Both Ti2- and Cr are d6 metal centers. The IR data indicate that greater metal to CO ligand back-bonding interaction occurs in [Ti(CO)6]2- than [Cr(CO)6]. This can be explained by the fact that titanium is more electropositive than Cr and has a -2 charge in [Ti(CO)6]2-, which means more electron density needs to be delocalized onto the CO ligands to maintain an essentially neutral metal center. Thus, titanium’s valence orbitals and hence [Ti(CO)6]2-’s molecular orbitals reside at higher energy than Cr’s valence orbitals and hence [Cr(CO)6]’s molecular orbitals.
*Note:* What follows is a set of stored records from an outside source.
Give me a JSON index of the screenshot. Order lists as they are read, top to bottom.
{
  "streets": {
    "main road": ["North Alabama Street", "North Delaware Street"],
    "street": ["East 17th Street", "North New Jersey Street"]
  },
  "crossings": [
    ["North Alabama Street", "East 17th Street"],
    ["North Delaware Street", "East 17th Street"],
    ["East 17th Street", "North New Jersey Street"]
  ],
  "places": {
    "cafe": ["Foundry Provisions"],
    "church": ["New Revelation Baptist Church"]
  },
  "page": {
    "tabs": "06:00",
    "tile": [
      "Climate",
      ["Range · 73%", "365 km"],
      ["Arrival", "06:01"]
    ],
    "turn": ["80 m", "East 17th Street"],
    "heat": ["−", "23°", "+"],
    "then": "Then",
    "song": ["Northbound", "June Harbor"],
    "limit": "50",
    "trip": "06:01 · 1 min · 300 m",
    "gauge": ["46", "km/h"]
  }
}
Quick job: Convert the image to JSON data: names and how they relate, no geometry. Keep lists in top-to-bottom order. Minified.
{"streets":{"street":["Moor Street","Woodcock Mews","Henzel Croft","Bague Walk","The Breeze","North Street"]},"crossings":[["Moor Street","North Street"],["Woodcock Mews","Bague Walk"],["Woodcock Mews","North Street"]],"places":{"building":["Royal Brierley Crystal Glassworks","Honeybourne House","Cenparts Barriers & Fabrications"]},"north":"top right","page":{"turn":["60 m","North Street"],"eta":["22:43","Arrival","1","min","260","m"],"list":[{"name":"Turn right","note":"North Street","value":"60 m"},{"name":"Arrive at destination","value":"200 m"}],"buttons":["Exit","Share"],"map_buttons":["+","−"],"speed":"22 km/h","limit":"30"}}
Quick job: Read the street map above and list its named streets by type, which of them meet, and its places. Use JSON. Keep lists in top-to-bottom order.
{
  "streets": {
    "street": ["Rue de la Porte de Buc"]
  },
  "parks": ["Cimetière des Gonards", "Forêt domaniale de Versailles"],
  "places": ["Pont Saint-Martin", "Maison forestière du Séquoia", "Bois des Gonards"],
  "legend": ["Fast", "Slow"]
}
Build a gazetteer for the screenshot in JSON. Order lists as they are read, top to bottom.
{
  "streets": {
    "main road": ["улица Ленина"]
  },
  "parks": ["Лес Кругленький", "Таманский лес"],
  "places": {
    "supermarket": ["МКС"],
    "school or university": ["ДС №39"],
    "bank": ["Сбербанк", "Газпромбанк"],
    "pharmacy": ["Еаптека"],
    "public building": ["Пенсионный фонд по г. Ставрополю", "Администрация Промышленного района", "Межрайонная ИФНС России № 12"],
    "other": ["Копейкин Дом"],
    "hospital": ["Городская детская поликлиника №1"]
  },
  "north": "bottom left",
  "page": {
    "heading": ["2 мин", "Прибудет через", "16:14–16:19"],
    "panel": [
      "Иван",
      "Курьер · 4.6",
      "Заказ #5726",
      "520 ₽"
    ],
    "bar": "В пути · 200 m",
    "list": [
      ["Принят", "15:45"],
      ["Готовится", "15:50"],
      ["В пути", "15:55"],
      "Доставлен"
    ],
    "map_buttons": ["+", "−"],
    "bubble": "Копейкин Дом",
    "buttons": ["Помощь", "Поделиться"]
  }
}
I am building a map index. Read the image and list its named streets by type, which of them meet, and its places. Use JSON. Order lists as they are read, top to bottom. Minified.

As a result, t2g orbitals of [Ti(CO)6]2- are closer in energy to CO π* orbitals, leading to better overlap and greater (metal d CO π*) backbonding interaction.
2d. (6 pts) The photoelectron spectrum of gas phase [Mo(CO)6] is shown below. Use the spectrum to account for the energies of the molecular orbitals of the octahedral complex. Hint: the ionization energy of CO itself is around 14 eV.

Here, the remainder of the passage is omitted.